Here are three key metrics I have developed which I believe are formula for success. Each Suburb that has outperformed the state average consistently appears with each of these three characteristics.

Good Amenity

Good amenity can be perceived in simple language with the phrase ‘why would I live here?’.

Consider:

- Closeness to work and employment

- Closeness to family

- The beach or river

- Sporting facilities

- Being near tertiary education facilities and good school catchments

- Cafes, restaurants and bars

- Health facilities (aging populace and over 55’s)

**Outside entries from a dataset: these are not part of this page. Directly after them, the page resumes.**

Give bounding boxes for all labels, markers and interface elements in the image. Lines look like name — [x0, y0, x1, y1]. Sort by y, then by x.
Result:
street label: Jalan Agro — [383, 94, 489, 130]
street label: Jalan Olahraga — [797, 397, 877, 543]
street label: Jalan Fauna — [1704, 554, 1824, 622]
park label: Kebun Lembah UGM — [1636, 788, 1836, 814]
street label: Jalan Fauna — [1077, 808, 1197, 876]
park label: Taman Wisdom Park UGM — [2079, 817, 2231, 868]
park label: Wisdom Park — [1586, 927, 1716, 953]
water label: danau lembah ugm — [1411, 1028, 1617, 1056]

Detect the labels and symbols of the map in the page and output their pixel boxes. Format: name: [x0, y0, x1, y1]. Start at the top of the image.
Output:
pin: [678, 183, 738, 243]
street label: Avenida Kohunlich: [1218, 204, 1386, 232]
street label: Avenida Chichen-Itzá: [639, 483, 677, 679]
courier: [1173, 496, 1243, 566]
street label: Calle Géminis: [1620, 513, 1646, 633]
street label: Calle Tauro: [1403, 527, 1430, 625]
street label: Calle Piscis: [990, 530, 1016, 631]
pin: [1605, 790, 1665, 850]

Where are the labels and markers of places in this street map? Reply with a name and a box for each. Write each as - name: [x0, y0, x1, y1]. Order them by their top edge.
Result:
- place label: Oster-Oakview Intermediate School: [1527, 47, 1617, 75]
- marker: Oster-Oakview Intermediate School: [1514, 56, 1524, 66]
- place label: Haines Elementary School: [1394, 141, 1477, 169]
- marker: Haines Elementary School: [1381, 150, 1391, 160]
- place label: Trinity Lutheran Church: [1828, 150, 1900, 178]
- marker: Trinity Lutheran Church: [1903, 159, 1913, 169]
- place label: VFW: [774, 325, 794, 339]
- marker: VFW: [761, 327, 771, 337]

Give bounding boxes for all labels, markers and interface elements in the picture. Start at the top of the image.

- Low Crime rates and state housing numbers

If an area has good amenity it means there are many compelling reason to be in that suburb, hence fuelling demand. This will place upward demand on supply, and allow you to charge a premium for your product if the market is in undersupply in that area.

High owner-occupier rate 

This is an important metric. There are two reasons for this;

  1. Humans are group animals. They stay together. Biology and research support this. In fact, social psychology tells us that 80% of people move back to within 10KM of where they grew up or where their family was later in life. These buyers will pay a premium for these areas making developments in these areas easier to sell fro a higher price.
  2. All suburbs have profiles and cycles. This is largely determined by the type of people that live there. In a suburb with a low owner occupier rate, it means that housed that are not owner occupied are either vacant or tenanted. There are a few problems with this; there is generally less care for property amongst renters – the streetscape deteriorates and the overall appearance of the neighbourhood declines and the renters may not stay for long. There is less connection between neighbours; street awareness is non-existent, and crime is more likely to go undetected and as a result; rise.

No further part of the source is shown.